Margery Sharp, illustrated by Garth Williams (1962)
I found a paperback edition of Miss Bianca on my mother’s nightstand when I was in upper elementary school. Someone must have lent it to her (it didn’t look new), not realizing that (A) she has a horror of small rodents and (B) she doesn’t like narratives that feature talking animals. She also doesn’t read children’s books generally speaking, which is why I assumed when I came upon this one that it was an adult book.
Unlike my mother, I didn’t have a problem with talking rodents. In fact, I was surprised by how appealing this presumably adult book looked lying there on the nightstand. So I picked it up, whisked it into my lair, and started reading.

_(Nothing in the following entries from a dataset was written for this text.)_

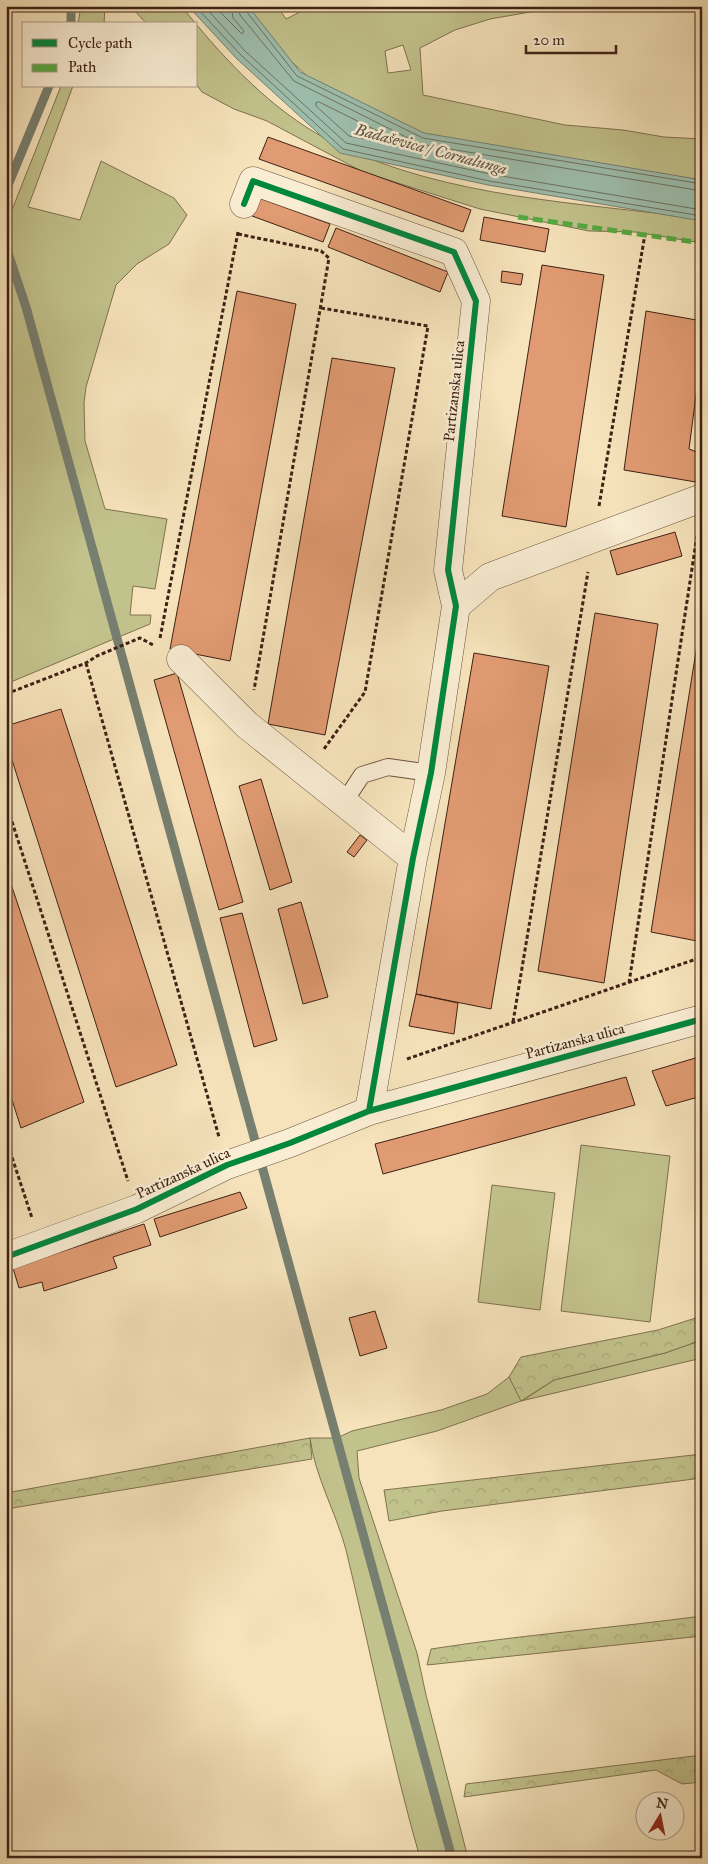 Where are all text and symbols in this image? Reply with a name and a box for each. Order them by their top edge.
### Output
legend [22,22,198,88]
scale bar [526,22,616,54]
text: 20 m [533,31,565,49]
text: Cycle path [68,34,133,52]
text: Path [68,58,97,76]
water label: Badaševica / Cornalunga [352,119,509,178]
street label: Partizanska ulica [440,339,468,443]
street label: Partizanska ulica [523,1019,627,1063]
street label: Partizanska ulica [133,1143,234,1203]
north arrow [636,1792,686,1842]
text: N [655,1794,670,1813] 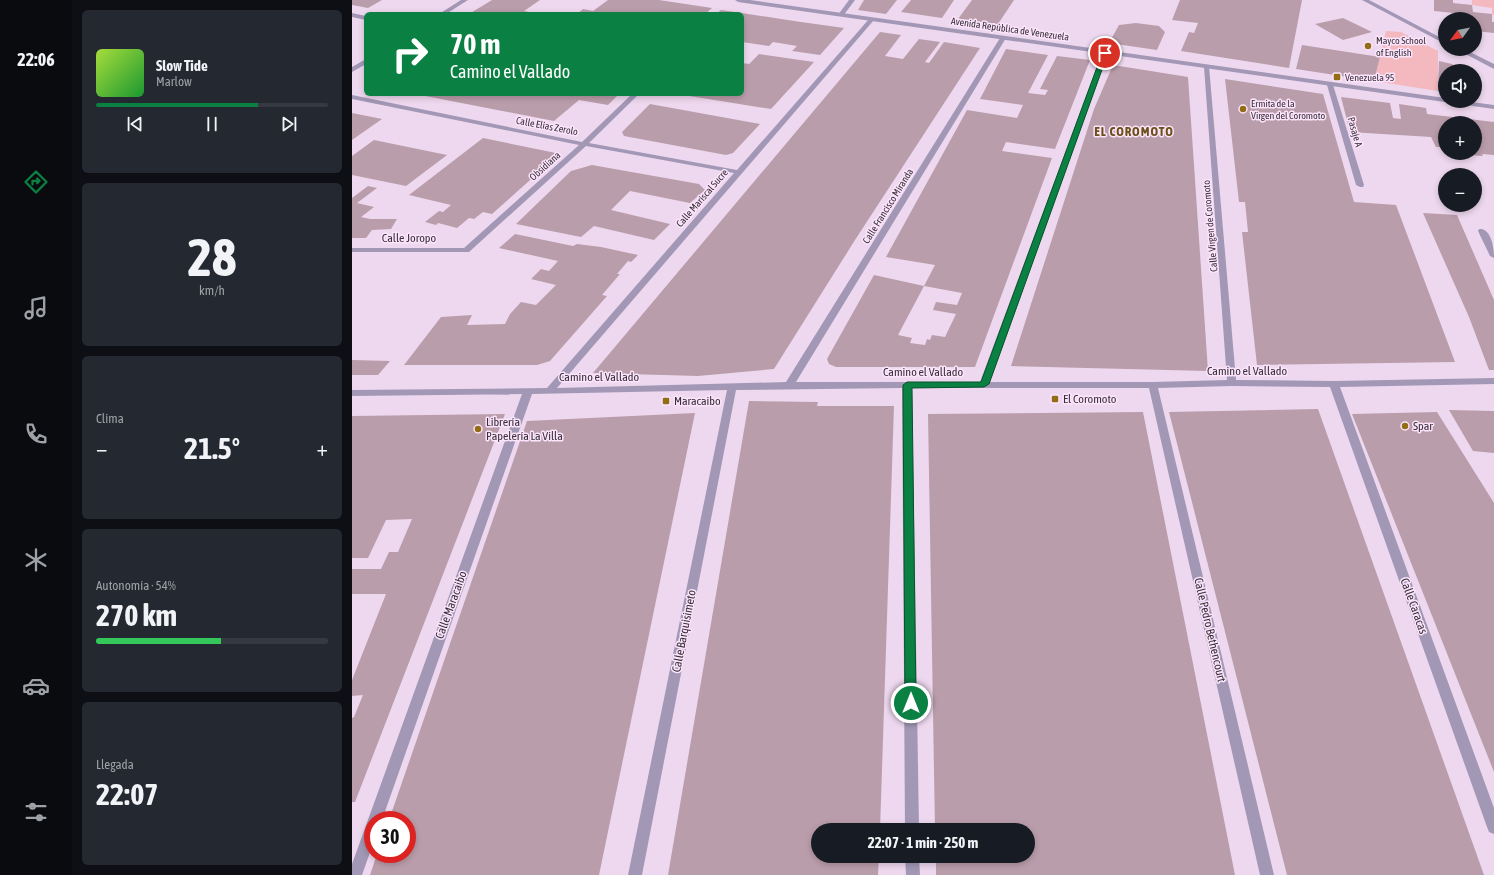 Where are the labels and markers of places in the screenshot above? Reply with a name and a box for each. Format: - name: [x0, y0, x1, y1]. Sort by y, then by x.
- place label: Mayco School of English: [1376, 35, 1426, 58]
- pin: [1088, 36, 1122, 70]
- marker: Mayco School of English: [1363, 41, 1373, 51]
- marker: Venezuela 95: [1332, 72, 1342, 82]
- place label: Venezuela 95: [1345, 72, 1395, 83]
- place label: Ermita de la Virgen del Coromoto: [1251, 98, 1326, 121]
- marker: Ermita de la Virgen del Coromoto: [1238, 104, 1248, 114]
- place label: El Coromoto: [1063, 392, 1117, 406]
- place label: Maracaibo: [674, 394, 721, 408]
- marker: El Coromoto: [1050, 394, 1060, 404]
- marker: Maracaibo: [661, 396, 671, 406]
- place label: Librería Papelería La Villa: [486, 415, 563, 443]
- place label: Spar: [1413, 419, 1433, 433]
- marker: Spar: [1400, 421, 1410, 431]
- marker: Librería Papelería La Villa: [473, 424, 483, 434]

As far as I was concerned, this was the first adult book I’d ever read, and I have to say I was impressed with myself—both for how easy I found it to understand and how much I enjoyed it. I felt as if someone had left the keys to the family station wagon lying around, and I’d picked them up and taken the car out for a spin. I was driving along, the window open and the breeze in my hair, enjoying the sights. This was easy! It was fun! There were talking mice!
This experience with Miss Bianca—even if it was based on a misunderstanding—got me through some tough times when I hit junior high English and actual adult books without a friendly animal in sight. (Although I should add that Margery Sharp was also the author of several books for adults, and that the first book in the Miss Bianca series, The Rescuers, seems to have been originally intended for adults.)
My objections to my seventh-grade-English reading list are a rant for another day, but if those books, unleavened by Miss Bianca, had been my introduction to the world of “adult literature,” I would have been well and truly discouraged. Let’s just say that Miss Bianca and the Prisoners’ Aid Society rescued me from giving up on adult books prematurely.